Sultanın emrinde çalışan ve yine onun izniyle Pera’da özel bir akademi kuran ressam, orada sanat alanında köklü değişimlerin temelini oluşturmuştur. Ressam, sultanın başka portrelerini de yapmıştır. Sultan, Guillement gibi daha pek çok yetenekli sanatçıya faaliyetleri için çeşitli imkânlar sağlamış, böylece bu dönemde yapılan çalışmalar özellikle resim ve heykel bakımından gelişim göstererek Osmanlı sanatını doruk noktasına ulaştırmıştır.

Her iki portrede öne çıkan özellikler

Guillement ve Chlebowski, her iki ressam da sultanı anıtsal boyda resmetmiştir. Çünkü Avrupalı kralların da tercih ettiği bu üslup, hükümdarlık ve gücü simgeler. Bu portrelerde sultanın babası Sultan 2. Mahmud Han’ın ortaya koyduğu kıyafet değişikliği görülmektedir. Sultanın yeni üsluba uygun giyimi, aynı zamanda bol kesimiyle Doğu kültürü ve İslamî üslubu da yansıtmaktadır. Böylece sultan, bu giyim biçimiyle aziziye denilen özgün üslubunu ortaya koymuştur.
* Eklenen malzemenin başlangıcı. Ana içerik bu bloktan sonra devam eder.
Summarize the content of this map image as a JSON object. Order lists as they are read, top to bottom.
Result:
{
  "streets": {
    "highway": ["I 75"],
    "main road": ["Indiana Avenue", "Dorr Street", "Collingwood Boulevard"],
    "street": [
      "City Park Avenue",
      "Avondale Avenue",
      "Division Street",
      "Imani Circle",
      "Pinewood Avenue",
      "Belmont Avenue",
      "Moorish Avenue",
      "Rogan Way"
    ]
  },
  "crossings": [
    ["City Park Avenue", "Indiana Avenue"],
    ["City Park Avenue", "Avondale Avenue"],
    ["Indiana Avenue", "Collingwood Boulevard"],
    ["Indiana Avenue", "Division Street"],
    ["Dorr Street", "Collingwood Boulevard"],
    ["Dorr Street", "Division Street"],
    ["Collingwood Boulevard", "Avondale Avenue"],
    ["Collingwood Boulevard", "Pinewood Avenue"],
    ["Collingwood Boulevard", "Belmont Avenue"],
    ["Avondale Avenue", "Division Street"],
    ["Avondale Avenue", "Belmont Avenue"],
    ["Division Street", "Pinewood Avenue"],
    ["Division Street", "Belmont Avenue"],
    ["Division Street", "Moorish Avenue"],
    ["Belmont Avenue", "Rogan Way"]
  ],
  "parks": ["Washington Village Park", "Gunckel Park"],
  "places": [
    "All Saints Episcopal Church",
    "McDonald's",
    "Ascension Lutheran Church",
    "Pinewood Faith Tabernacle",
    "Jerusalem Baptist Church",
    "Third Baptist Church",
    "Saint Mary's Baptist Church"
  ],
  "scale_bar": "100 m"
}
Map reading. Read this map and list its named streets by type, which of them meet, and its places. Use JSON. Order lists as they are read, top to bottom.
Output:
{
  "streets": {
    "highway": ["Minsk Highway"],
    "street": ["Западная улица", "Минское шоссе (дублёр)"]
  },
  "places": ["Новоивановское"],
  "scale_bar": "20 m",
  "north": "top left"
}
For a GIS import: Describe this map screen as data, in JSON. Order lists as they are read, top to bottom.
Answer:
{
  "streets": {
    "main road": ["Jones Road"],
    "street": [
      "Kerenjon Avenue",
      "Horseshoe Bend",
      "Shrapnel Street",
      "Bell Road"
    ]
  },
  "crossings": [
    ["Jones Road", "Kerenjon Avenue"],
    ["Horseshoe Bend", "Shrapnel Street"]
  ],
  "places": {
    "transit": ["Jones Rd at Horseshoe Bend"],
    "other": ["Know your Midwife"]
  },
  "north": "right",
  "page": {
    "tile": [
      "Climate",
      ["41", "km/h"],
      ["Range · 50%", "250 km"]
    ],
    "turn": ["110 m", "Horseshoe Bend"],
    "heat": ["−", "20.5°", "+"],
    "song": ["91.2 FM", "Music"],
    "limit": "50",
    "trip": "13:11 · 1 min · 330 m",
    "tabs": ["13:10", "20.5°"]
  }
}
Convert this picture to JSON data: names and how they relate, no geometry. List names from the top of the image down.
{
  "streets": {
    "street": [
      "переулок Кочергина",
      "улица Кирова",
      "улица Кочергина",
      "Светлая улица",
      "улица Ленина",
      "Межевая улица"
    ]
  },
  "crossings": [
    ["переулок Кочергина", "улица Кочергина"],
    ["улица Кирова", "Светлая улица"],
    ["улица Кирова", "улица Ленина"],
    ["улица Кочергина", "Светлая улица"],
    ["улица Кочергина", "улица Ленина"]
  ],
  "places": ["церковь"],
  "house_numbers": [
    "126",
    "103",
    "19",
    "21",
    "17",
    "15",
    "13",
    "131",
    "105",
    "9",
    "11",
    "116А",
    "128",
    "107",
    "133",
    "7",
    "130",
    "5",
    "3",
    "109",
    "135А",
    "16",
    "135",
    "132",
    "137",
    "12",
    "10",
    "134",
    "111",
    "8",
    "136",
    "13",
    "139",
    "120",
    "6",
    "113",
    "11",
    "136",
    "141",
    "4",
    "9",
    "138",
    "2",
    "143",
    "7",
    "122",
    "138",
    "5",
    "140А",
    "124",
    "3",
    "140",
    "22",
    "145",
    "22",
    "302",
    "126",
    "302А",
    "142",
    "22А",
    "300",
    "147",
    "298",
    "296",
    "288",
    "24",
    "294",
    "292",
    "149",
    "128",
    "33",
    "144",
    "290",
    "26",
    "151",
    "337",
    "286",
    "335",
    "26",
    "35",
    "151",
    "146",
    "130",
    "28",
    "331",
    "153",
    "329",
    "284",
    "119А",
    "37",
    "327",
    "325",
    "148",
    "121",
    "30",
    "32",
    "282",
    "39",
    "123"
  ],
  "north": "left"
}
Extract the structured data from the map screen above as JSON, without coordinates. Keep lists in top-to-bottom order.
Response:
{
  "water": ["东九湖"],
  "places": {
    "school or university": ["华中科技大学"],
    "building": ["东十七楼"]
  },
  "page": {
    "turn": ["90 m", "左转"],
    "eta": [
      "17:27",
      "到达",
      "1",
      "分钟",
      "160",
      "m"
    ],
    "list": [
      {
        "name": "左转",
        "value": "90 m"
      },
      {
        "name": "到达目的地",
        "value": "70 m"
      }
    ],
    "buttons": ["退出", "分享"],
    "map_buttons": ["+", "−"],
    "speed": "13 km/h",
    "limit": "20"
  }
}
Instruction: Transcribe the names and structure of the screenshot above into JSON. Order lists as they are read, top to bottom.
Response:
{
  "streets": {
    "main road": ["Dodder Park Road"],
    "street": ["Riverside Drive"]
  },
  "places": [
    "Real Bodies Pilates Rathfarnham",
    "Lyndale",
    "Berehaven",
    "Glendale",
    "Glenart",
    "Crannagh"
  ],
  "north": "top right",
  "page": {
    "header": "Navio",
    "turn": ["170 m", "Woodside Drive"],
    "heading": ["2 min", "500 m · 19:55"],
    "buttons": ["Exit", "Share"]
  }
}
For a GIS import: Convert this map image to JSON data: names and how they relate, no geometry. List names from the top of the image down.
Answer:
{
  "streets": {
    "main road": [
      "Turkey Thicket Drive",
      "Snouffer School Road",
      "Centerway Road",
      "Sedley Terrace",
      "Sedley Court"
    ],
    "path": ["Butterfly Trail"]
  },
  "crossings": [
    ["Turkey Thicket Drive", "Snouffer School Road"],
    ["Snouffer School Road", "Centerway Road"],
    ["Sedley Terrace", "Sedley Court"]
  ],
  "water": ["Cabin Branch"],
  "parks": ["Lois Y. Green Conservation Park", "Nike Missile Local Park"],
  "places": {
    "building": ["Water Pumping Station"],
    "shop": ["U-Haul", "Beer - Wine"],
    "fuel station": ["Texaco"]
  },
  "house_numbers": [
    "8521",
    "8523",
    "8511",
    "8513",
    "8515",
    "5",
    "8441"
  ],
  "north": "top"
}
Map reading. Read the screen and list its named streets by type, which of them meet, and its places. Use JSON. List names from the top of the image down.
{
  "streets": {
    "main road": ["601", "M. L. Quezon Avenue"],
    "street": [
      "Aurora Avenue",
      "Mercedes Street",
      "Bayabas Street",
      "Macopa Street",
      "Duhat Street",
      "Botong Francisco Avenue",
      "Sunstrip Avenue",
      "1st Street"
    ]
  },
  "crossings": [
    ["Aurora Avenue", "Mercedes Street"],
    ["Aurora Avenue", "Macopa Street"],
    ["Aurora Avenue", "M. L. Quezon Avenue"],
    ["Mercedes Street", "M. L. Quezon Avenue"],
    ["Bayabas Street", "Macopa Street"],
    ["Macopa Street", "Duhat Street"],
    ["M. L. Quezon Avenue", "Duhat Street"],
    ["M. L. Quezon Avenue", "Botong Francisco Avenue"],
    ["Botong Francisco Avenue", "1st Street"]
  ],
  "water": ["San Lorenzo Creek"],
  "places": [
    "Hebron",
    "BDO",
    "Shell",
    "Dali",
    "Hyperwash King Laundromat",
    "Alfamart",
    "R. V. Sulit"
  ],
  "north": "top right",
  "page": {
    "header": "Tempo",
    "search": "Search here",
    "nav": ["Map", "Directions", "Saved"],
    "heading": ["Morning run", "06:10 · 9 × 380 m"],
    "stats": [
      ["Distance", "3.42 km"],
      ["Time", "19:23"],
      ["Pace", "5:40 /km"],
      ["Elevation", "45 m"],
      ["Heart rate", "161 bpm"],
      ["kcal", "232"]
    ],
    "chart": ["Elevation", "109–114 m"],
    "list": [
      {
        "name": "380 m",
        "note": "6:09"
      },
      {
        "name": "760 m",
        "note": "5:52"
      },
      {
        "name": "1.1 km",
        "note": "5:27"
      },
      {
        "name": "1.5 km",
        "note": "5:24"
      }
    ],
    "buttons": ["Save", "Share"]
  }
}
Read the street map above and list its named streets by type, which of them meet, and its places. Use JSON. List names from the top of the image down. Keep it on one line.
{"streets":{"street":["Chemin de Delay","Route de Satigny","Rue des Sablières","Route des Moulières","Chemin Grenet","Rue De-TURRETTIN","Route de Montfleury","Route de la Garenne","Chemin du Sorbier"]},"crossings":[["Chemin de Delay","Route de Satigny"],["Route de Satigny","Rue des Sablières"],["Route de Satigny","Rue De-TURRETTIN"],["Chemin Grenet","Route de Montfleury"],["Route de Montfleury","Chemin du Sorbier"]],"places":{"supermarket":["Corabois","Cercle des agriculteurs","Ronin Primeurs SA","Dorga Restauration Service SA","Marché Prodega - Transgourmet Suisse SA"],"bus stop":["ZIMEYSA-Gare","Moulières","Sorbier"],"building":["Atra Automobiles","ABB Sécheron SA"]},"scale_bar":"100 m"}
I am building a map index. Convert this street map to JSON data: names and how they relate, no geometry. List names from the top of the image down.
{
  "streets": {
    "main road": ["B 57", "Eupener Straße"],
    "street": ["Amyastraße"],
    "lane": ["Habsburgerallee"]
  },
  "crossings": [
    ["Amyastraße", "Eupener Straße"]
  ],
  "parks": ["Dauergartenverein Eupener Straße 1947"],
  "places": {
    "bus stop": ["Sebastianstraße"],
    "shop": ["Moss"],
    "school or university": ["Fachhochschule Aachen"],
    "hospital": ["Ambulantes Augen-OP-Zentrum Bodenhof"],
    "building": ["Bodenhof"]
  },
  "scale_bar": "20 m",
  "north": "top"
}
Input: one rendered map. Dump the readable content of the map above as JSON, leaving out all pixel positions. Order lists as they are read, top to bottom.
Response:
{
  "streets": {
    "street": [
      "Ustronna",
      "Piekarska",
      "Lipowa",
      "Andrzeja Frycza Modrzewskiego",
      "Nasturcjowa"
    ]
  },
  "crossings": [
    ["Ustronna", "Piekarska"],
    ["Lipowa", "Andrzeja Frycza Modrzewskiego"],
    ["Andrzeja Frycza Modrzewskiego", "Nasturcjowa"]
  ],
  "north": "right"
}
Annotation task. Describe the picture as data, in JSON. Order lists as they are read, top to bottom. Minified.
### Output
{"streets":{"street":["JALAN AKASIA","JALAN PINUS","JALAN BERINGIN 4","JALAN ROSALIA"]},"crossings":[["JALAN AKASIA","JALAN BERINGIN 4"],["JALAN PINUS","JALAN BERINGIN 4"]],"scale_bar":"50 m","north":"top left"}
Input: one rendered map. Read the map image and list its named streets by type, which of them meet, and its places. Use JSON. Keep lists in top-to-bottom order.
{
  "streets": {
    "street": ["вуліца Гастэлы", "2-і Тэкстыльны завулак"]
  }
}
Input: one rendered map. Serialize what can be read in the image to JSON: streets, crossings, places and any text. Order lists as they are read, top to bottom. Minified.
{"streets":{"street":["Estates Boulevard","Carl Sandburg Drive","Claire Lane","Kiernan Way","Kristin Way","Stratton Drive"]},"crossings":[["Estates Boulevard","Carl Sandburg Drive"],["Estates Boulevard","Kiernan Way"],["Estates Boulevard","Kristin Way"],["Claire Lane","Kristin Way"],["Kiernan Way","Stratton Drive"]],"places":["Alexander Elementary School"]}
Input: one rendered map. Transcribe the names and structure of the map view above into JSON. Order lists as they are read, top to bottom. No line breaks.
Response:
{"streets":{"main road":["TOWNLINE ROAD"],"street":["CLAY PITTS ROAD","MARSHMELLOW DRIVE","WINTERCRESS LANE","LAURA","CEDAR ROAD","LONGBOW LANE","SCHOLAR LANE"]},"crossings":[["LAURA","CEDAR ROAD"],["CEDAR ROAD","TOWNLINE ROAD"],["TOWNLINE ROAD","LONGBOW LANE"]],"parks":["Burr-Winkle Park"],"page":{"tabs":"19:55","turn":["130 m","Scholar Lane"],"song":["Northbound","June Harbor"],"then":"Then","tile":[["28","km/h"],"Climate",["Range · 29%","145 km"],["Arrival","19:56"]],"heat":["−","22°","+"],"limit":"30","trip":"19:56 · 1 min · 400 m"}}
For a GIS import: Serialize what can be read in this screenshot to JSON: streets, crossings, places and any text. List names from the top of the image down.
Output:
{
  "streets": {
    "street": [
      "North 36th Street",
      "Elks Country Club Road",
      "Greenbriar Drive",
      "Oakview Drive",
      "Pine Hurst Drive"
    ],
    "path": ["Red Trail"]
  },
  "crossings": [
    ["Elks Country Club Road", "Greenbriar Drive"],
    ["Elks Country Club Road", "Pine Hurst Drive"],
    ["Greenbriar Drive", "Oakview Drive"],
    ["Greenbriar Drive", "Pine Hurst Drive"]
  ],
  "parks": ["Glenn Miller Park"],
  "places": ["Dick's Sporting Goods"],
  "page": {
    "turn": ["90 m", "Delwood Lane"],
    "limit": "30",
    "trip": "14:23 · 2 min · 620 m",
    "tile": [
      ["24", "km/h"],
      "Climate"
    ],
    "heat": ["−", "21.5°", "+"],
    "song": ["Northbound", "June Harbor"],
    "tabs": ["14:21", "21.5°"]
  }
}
Aynı zamanda bu dönem, sanat tarihi açısından bir dönüm noktası sayılabilir. Tuval geleneğine olan ilginin artmasıyla minyatür artık önemini kaybetmiş, tarih kaynakları içerisinde sadece birer hatıra nüshası olarak kalmaya başlamıştır. Fırçalar, yerini deklanşöre bırakmış, fotoğrafın da icadıyla yeni görme ve tasvir biçimleri ortaya çıkmış, özellikle sultanın Batı seyahatleriyle Batı’yla ilişkilerde yeni bir dönem açılmıştır. Osmanlı’nın yeni üsluplar ortaya koyan yeni nesil sanatçıları yetişmiş olup, bunların birçoğu Avrupa’da resim eğitimi gören asker kökenli ressamlardır. Resim sanat tarihimizde önemli yere sahip olan Şeker Ahmet Paşa, Süleyman Seyyid, Halil Paşa, gibi ressamlar da bu grubun içerisindedir.

Ressam sultan

Sultan özellikle yurt dışı ziyaretlerinde resim sanatının çeşitli üsluplarını görmüş, bunlardan etkilenmiş ve resim koleksiyonu oluşturmak üzere birçok sanatçıyı saraya davet etmiştir. Fırsat buldukça kendisi de çeşitli eskizler yapan Abdülaziz Han’ın resim yeteneğine, o dönemde İngiliz sanat dergileri dahi övgüler yazıyordu. Çeşitli sanat otoriteleri tarafından onun çizimlerinden nasıl rahat ve serbest hareket ettiği anlaşılıyor, çizimlerinin akıcılığı takdir görüyordu. Bu çizimlerden 68 kadarı Polonya’daki müzelerde hâlen mevcuttur.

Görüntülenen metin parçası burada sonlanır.